Go through the records and report each line in which the word "linecap" occurs.

* * * * * * * * *

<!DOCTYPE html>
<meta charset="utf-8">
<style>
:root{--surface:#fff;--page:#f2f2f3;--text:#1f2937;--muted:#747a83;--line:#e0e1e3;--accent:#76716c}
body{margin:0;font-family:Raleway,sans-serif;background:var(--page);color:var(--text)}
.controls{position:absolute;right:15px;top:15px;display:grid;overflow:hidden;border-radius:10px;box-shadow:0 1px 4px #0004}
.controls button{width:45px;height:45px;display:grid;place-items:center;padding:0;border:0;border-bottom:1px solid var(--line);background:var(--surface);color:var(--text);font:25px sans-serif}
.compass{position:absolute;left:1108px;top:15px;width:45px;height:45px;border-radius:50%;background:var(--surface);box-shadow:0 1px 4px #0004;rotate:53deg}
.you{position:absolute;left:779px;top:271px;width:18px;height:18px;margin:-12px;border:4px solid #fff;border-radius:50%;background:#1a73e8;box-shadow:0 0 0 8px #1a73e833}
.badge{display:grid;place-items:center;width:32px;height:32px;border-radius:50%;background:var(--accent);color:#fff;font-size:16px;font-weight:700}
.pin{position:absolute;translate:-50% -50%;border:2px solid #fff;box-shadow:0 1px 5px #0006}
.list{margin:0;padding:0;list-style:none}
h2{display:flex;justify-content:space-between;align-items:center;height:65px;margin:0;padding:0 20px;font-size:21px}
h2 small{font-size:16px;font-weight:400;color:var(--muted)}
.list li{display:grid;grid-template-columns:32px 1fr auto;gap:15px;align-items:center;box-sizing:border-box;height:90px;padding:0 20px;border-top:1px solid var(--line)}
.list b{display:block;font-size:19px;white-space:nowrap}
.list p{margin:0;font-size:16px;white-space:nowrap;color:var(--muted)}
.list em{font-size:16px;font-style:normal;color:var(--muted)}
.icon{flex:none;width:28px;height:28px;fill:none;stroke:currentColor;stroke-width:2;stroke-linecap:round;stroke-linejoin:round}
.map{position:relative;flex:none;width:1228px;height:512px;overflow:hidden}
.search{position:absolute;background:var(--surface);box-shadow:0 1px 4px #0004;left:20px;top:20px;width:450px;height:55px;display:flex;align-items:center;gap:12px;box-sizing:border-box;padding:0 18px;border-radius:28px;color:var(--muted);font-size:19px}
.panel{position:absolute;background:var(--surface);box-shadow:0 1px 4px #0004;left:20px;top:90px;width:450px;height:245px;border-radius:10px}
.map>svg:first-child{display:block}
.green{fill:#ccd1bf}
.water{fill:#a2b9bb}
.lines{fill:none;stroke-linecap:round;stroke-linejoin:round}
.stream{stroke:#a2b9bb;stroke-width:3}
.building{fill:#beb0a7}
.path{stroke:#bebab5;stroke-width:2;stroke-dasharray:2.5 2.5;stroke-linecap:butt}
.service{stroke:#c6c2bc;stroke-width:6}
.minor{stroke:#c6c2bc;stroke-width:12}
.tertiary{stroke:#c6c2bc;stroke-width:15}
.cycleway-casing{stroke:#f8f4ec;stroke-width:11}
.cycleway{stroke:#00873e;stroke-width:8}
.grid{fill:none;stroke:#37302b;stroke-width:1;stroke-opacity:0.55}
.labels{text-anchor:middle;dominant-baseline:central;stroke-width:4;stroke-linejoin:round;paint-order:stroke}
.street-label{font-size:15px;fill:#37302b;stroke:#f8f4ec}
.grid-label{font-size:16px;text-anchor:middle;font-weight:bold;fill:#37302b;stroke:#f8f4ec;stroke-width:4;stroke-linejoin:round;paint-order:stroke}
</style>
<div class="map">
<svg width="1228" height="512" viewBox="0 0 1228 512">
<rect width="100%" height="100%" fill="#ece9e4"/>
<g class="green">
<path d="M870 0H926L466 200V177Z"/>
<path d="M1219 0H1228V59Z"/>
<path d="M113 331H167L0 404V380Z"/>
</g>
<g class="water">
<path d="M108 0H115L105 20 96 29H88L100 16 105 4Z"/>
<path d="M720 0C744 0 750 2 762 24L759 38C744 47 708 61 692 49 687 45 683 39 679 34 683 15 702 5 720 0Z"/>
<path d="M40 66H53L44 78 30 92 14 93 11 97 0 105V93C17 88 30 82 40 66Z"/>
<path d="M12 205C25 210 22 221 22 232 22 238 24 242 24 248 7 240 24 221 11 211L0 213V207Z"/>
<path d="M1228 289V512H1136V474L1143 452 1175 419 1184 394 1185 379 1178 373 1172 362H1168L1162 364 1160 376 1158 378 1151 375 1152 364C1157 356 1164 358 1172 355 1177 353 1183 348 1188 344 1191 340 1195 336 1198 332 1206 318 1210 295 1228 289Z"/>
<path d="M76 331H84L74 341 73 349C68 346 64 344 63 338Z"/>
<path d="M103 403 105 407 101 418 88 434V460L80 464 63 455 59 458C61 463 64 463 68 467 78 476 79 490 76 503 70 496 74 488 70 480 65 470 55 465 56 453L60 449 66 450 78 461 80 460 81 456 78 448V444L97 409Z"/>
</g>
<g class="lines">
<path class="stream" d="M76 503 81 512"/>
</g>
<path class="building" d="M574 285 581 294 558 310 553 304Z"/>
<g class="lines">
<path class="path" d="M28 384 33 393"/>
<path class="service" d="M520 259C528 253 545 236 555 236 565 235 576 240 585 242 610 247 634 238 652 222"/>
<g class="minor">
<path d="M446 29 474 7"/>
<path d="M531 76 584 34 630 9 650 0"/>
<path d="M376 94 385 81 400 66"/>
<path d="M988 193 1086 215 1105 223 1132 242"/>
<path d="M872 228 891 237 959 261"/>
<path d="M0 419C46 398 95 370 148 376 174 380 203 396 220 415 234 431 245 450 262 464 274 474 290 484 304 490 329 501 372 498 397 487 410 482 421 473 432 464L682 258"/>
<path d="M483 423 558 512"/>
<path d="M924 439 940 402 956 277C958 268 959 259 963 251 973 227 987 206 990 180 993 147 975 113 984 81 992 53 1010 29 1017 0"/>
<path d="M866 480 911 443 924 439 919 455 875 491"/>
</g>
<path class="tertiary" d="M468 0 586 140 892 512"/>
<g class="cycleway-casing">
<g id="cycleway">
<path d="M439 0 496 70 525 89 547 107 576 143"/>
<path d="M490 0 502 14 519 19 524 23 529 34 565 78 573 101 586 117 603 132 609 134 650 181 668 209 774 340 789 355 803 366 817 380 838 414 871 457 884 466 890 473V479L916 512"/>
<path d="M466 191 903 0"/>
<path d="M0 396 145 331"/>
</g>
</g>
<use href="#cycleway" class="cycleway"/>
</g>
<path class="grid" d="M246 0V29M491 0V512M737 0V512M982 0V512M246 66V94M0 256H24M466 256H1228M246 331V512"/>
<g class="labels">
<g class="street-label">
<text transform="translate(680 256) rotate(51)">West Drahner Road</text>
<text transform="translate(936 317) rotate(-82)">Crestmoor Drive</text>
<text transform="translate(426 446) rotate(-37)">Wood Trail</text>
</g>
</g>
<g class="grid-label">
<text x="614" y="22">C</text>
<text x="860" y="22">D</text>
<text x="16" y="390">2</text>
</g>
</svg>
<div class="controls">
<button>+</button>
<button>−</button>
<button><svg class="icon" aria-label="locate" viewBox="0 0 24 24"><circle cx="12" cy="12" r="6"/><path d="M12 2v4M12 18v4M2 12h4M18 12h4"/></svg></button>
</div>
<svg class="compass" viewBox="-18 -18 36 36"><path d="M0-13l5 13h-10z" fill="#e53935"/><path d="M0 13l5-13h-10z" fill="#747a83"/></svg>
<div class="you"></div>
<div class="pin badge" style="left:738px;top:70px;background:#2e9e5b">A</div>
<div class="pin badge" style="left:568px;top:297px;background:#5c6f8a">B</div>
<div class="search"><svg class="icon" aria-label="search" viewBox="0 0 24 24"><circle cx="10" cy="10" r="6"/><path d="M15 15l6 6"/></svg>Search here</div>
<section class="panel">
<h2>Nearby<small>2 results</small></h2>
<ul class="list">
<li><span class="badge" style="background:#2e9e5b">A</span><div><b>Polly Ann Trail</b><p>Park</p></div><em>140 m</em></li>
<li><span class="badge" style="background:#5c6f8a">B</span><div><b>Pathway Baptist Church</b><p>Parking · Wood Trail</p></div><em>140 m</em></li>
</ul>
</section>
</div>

* * * * * * * * *

→ TASK ANSWER:
.icon{flex:none;width:28px;height:28px;fill:none;stroke:currentColor;stroke-width:2;stroke-linecap:round;stroke-linejoin:round}
.lines{fill:none;stroke-linecap:round;stroke-linejoin:round}
.path{stroke:#bebab5;stroke-width:2;stroke-dasharray:2.5 2.5;stroke-linecap:butt}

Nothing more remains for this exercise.